Ukrayna savaşı ile daha önce iyi ilişkiler kurduğu Putinle bağlarını koparan Abe, savaşla birlikte silahlanma, askeri güç olma tezlerini daha da yoğun dile getirdi. Abe bu hedefleri ile sadece Rusya’ya değil Çin’e karşı da askeri olarak güçlü olmayı hedefliyordu.
Abe, Ukrayna savaşının başlaması ile Japonya’nın nükler bir güç haline gelmesini talep ederek, Japon siyasetinde mevcut bir tabuyu yıkmasını bildi. Bu hedefinde henüz başarılı olmadıysa da Japonya’nın askeri harcamalarının GSMH’nin yüzde ikisine çıkması, yani iki kat arttırılması teklifi başarıya ulaştı.
Ekonomik icraatları da Japon ekonomisine de yeni bir reçete sunan Abe bu programını kendi isminden ve ekonomi kavramından esinlenerek Abenomic koydu. Merkez Bankası’nın daha liberal politikalar uygulamaya ikna eden Abe, Japon yeninin değer kaybetmesini ve Japonya’nın ihracatının artmasını sağladı. Tokyo Borsası bu adımlarla canlandı.
Trump'la çok iyi ilişkiler kuran Abe’ye Trump gibi hukuk devletinin sadık olmadığı değildi. Görev süresi boyunca sayısız skandal yaşandı. Üst düzey bir maliye bürokratı intihar etti. Bu bürokrata ait belgelerde Abe’nin eşinin gayrimenkul spekülasyonları ile bağlantılı olduğu yönünde bilgiler vardı
Abe döneminde Japon bürokrasisi, alışılan hukuki teamüllerin aksine Abe’ye itaat etmek zorunda kalan bir aparata dönüştürüldü. Medya ile ilişkileri de otoriter bir ton taşıyordu. Kendisinin göreve getirdiği devlet televizyonu NHK kanalının şefi “Hükümet sağ diyorsa biz sol diyemeyiz“ şeklindeki ifadesi ile Abe ve medya ilişkilerinin boyutunu bir tür ifşa ediyordu.

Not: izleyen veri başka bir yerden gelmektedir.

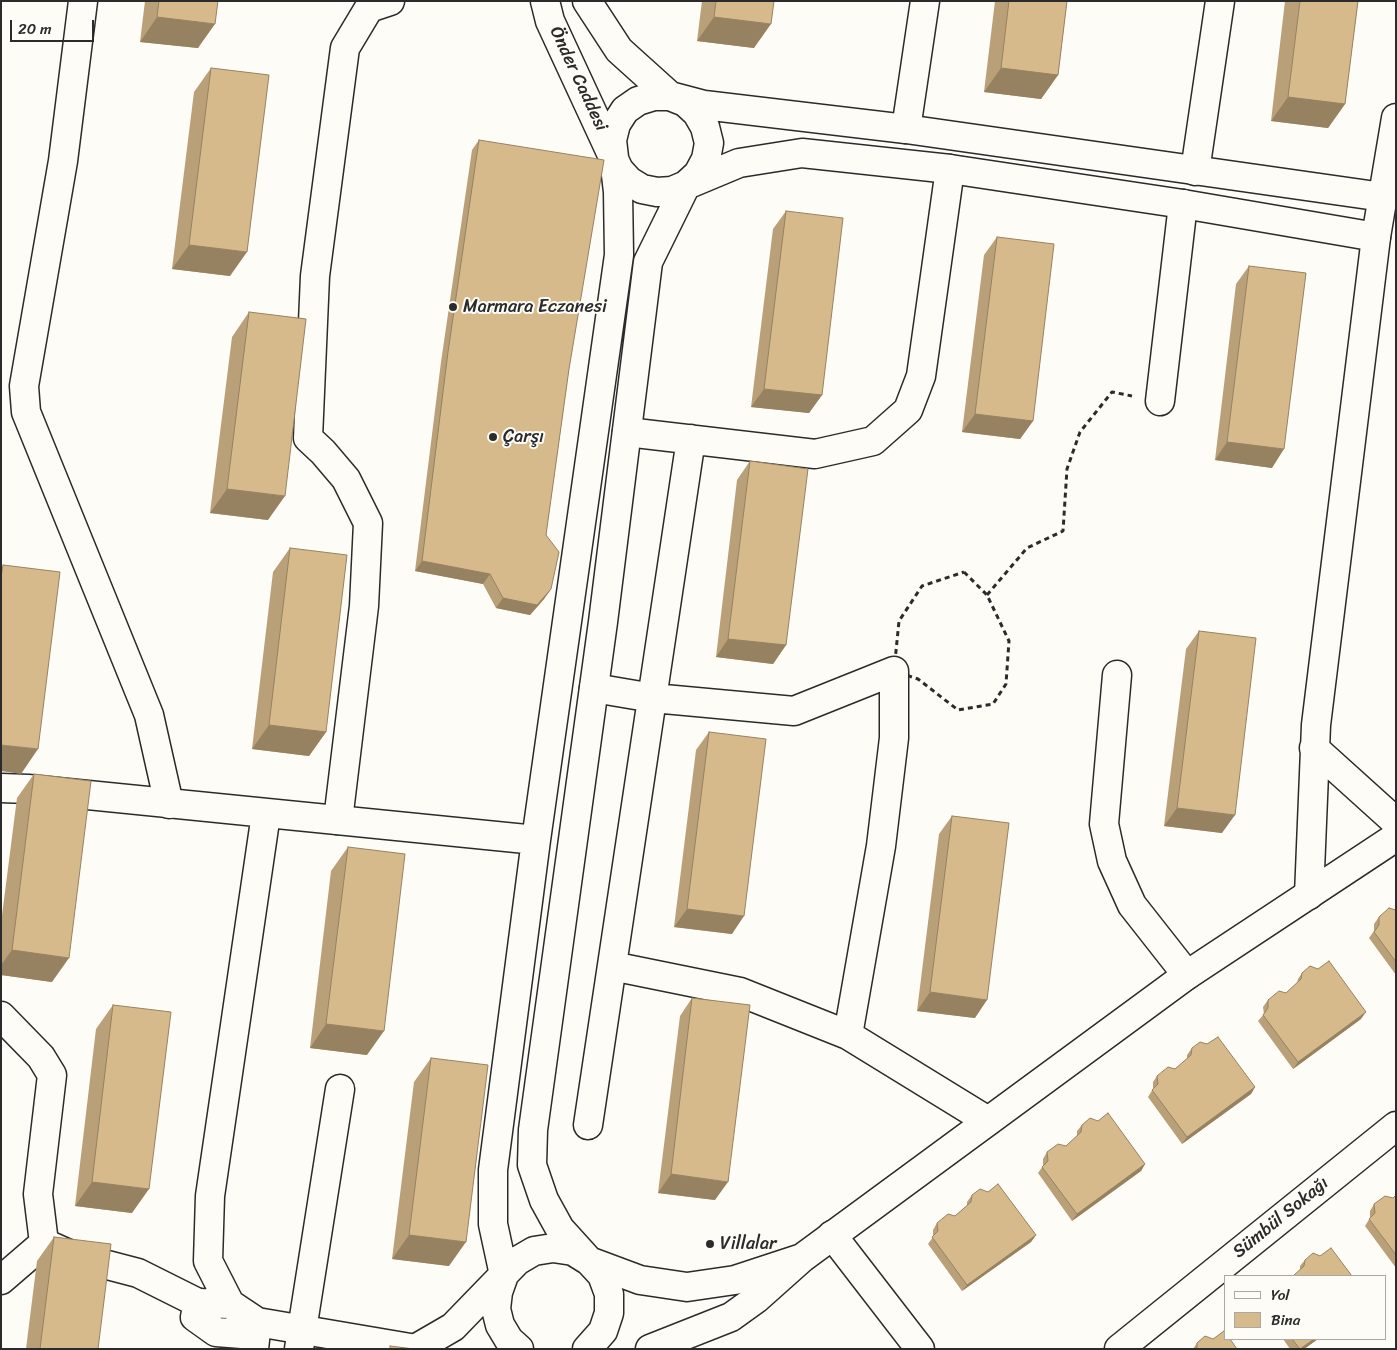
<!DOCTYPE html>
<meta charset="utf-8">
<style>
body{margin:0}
#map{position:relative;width:1397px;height:1350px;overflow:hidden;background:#fdfcf7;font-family:Sriracha,sans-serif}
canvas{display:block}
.frame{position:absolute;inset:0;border:2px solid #2b2b2b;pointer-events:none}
.legend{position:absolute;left:1224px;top:1275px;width:162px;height:65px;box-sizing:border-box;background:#fdfcf7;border:1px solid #a9a8a5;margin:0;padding:6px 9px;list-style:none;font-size:15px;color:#2b2b2b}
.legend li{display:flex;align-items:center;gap:10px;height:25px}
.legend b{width:25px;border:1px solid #a9a8a5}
.scale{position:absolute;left:10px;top:20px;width:84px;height:22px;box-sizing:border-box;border:2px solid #2b2b2b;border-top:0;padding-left:6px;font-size:15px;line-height:18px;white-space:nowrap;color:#2b2b2b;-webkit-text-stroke:4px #fdfcf7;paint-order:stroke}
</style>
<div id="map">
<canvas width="1397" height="1350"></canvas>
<div class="frame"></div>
<ul class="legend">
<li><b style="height:6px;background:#fdfcf7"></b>Yol</li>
<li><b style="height:14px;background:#d7ba8b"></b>Bina</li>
</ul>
<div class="scale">20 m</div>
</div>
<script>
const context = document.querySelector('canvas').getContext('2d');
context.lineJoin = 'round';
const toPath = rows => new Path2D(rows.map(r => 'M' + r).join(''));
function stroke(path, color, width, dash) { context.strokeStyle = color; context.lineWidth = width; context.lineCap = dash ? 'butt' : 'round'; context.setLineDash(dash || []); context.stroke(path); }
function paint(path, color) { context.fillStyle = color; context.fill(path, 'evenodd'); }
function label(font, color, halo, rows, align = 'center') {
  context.font = font + ' Sriracha,sans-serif'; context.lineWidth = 4; context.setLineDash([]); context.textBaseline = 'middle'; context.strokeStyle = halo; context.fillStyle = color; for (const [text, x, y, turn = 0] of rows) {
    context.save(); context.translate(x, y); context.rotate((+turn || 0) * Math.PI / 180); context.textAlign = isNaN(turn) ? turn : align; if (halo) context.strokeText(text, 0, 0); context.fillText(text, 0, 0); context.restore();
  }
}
const street = toPath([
 [83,1,63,161,24,386,26,412,149,715,169,804],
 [906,129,925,1],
 [1195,171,1220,1],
 [1160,401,1183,204],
 [627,432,815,454,873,441,908,410,921,376,950,169],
 [1117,675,1104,824,1112,861,1132,905,1187,975],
 [594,688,653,698,794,711,894,671,894,738,881,846,848,1035],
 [1314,748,1396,822],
 [338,820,364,606,368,523,346,479,323,452,308,438,315,276,345,48,369,8,390,1],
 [1309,895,1316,725,1376,237,1396,118],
 [612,966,740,992,848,1035,988,1121],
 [1,1016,41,1057,52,1075,38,1194,44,1243,73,1256,138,1273,198,1303],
 [588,1125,691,439],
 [832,1235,920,1349],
 [1,1280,44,1243],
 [254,1349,257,1322],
 [299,1349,340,1089],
 [1119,1349,1396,1126]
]);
const secondary = toPath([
 [545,1,550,21,619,170,629,181,642,189,657,192,672,191,739,163,802,153,950,169,1183,204,1376,237],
 [587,1,619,50,670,96,685,102,697,113,705,127,709,143,706,159,698,174,686,185,648,262,603,622,533,1130,532,1165,544,1200,560,1229,589,1261,640,1280,687,1287,735,1280,802,1258],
 [1,788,28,789,536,840],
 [198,1303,230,1304,257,1322,242,1334,216,1332,195,1317,198,1303],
 [230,1304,208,1261,210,1196,266,814],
 [257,1322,416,1349],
 [415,1349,453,1327,517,1261,534,1251,553,1248,573,1251,589,1261,602,1275,609,1294,609,1313,603,1331,587,1349],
 [519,1349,509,1340,500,1325,496,1309,498,1292,504,1275,493,1224,493,1170,536,840,619,255,618,192,612,140,616,124,625,110,638,101,654,96,670,96,704,105,906,129,1383,197],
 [650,1349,731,1317,756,1299,802,1258,1187,975,1396,837]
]);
stroke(street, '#2b2b2b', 31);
stroke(secondary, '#2b2b2b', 31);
stroke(toPath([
 [964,572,987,595,1009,641,1006,684,993,704,958,710,918,679,894,671,899,621,922,586,964,572],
 [987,595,1027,548,1063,531,1067,469,1080,432,1112,392,1132,396]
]), '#2b2b2b', 3, [5, 4]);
stroke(street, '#fdfcf7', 28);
stroke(secondary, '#fdfcf7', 28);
paint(toPath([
 [145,1,218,1,198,48,140,42],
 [702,1,774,1,754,48,697,41],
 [995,1,1067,1,1058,75,1041,99,984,92],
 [1285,1,1358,1,1345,104,1328,128,1271,121],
 [211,68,230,276,172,269,194,92],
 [479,140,569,369,546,535,551,589,544,599,530,615,496,608,483,584,415,571,441,362,472,150],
 [786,211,822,395,809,413,751,407,773,229],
 [997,237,1033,421,1020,439,962,432,984,255],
 [1249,266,1272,468,1215,460,1236,284],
 [249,312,268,520,210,513,232,337],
 [750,461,786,645,773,664,716,657,737,480],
 [290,548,326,732,309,756,252,749,273,572],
 [1199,631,1222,833,1164,826,1186,649],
 [709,732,732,934,674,927,696,750],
 [34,774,52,982,1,975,1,923,17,798],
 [952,816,975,1018,917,1011,939,834],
 [348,847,367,1055,310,1048,331,871],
 [1396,910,1396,975,1369,938,1374,931,1374,924,1379,917],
 [1302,973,1361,1019,1293,1069,1258,1021,1264,1014,1263,1007,1268,1000,1286,993,1297,983,1298,979],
 [692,998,715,1200,658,1193,680,1016],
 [113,1005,132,1213,75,1206,96,1029],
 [1192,1048,1255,1087,1251,1094,1182,1144,1148,1097,1153,1089,1153,1082,1157,1076,1175,1069,1187,1059,1187,1055],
 [431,1058,449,1266,392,1259,414,1082],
 [1082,1125,1145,1164,1141,1171,1072,1221,1038,1173,1043,1166,1043,1159,1047,1152,1066,1146,1077,1136,1077,1131],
 [972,1195,1036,1235,1031,1242,962,1291,928,1244,933,1237,933,1230,937,1223,955,1216,967,1206,967,1202],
 [1396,1195,1396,1268,1365,1226,1370,1218,1370,1211,1374,1204,1393,1198],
 [54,1237,98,1349,26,1349,37,1261],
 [1320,1256,1300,1270,1300,1266,1305,1260],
 [1283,1339,1318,1339,1304,1349,1290,1349],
 [1197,1343,1237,1349,1193,1349]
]), '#b9a078');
paint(toPath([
 [157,17,215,24,198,48,140,42],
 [714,17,771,24,754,48,697,41],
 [1001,68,1058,75,1041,99,984,92],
 [1288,97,1345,104,1328,128,1271,121],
 [189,245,247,252,230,276,172,269],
 [764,389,822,395,809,413,751,407],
 [975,414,1033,421,1020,439,962,432],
 [1227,442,1284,449,1272,468,1215,460],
 [227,489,285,496,268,520,210,513],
 [422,561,490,574,483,584,415,571],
 [551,589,544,599,530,615,496,608,503,598],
 [728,639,786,645,773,664,716,657],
 [269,725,326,732,309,756,252,749],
 [1,745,38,749,21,774,1,771],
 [1177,808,1235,815,1222,833,1164,826],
 [687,909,744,916,732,934,674,927],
 [12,950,69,958,52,982,1,975,1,965],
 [930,992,987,1000,975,1018,917,1011],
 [1366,1012,1361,1019,1293,1069,1298,1062],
 [326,1024,384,1031,367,1055,310,1048],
 [1255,1087,1251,1094,1182,1144,1187,1137],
 [1145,1164,1141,1171,1072,1221,1077,1214],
 [671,1174,728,1182,715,1200,658,1193],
 [92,1182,149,1189,132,1213,75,1206],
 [409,1235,466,1242,449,1266,392,1259],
 [1036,1235,1031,1242,962,1291,967,1285],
 [1314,1339,1318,1339,1304,1349,1300,1349]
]), '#968261');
const building = toPath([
 [159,1,218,1,215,24,157,17,159,1],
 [716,1,774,1,771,24,714,17,716,1],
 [1009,1,1067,1,1058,75,1001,68,1009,1],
 [1300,1,1358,1,1345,104,1288,97,1300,1],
 [211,68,269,75,247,252,189,245,211,68],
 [479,140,604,160,569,369,546,535,559,552,551,589,537,605,503,598,490,574,422,561,448,352,479,140],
 [786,211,843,218,822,395,764,389,786,211],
 [997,237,1054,244,1033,421,975,414,997,237],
 [1249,266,1306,273,1284,449,1227,442,1249,266],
 [249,312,306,319,285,496,227,489,249,312],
 [750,461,808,469,786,645,728,639,750,461],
 [290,548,347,555,326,732,269,725,290,548],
 [3,565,60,572,38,749,1,745,1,577,3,565],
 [1199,631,1256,638,1235,815,1177,808,1199,631],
 [709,732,766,739,744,916,687,909,709,732],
 [34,774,91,781,69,958,12,950,34,774],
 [952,816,1009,823,987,1000,930,992,952,816],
 [348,847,405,854,384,1031,326,1024,348,847],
 [1389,908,1396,910,1396,962,1374,932,1379,925,1379,917,1389,908],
 [1329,961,1366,1012,1298,1062,1263,1015,1268,1008,1268,1000,1279,991,1286,993,1301,979,1302,973,1310,966,1318,969,1329,961],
 [692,998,750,1005,728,1182,671,1174,692,998],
 [113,1005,171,1012,149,1189,92,1182,113,1005],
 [1218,1037,1255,1087,1187,1137,1152,1090,1158,1084,1157,1076,1168,1067,1175,1069,1191,1055,1192,1048,1200,1042,1207,1044,1218,1037],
 [431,1058,488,1065,466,1242,409,1235,431,1058],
 [1108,1113,1145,1164,1077,1214,1042,1167,1048,1161,1047,1152,1058,1144,1066,1146,1081,1132,1082,1125,1090,1118,1098,1121,1108,1113],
 [998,1184,1036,1235,967,1285,932,1237,938,1231,937,1223,948,1214,955,1216,971,1202,972,1195,980,1189,988,1192,998,1184],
 [1396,1195,1396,1255,1369,1219,1375,1213,1374,1204,1385,1196,1393,1198,1396,1195],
 [54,1237,111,1244,98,1349,40,1349,54,1237],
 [1331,1248,1352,1276,1293,1276,1304,1266,1305,1260,1313,1253,1320,1256,1331,1248],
 [1224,1331,1226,1334,1226,1339,1230,1339,1237,1349,1197,1349,1197,1343,1205,1336,1213,1339,1224,1331],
 [1292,1339,1314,1339,1300,1349,1292,1339],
 [390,1346,414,1349,390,1349,390,1346]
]);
paint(building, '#d7ba8b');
stroke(building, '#968261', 1);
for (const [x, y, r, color] of [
 [453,307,5,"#2b2b2b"],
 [493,437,5,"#2b2b2b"],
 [710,1244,5,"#2b2b2b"]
]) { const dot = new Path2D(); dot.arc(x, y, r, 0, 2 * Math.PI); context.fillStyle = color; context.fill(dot); stroke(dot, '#fdfcf7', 2); }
label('18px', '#2b2b2b', '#fdfcf7', [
 ["Önder Caddesi",578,79,65],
 ["Sümbül Sokağı",1281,1218,-39]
]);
label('18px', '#2b2b2b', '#fdfcf7', [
 ["Marmara Eczanesi",463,307],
 ["Çarşı",503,437],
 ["Villalar",720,1244]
], 'left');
</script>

Popülist söylemleri ile tanınan Abe, okullarda vatan sevgisinin daha fazla yaygınlaşması için adımlar attı. Tokyo’da sıkça ziyaret ettiği Yasukini anıtında, İkinci Dünya Savaşı suçlusu olarak ceza alan kişiler de kutsanıyor. Abe yandaşları tarafından sevilen, karşıtları tarafından nefret edilen birisiydi.
Ancak tüm bu cepheleşmeye rağmen Abe’nin suikasta kurban gitmesi ülkede derin bir üzüntüye neden oldu. Japonlar eski başbakanları için yas tutuyor ve siyasi ayrılıkları şimdilik unuttular.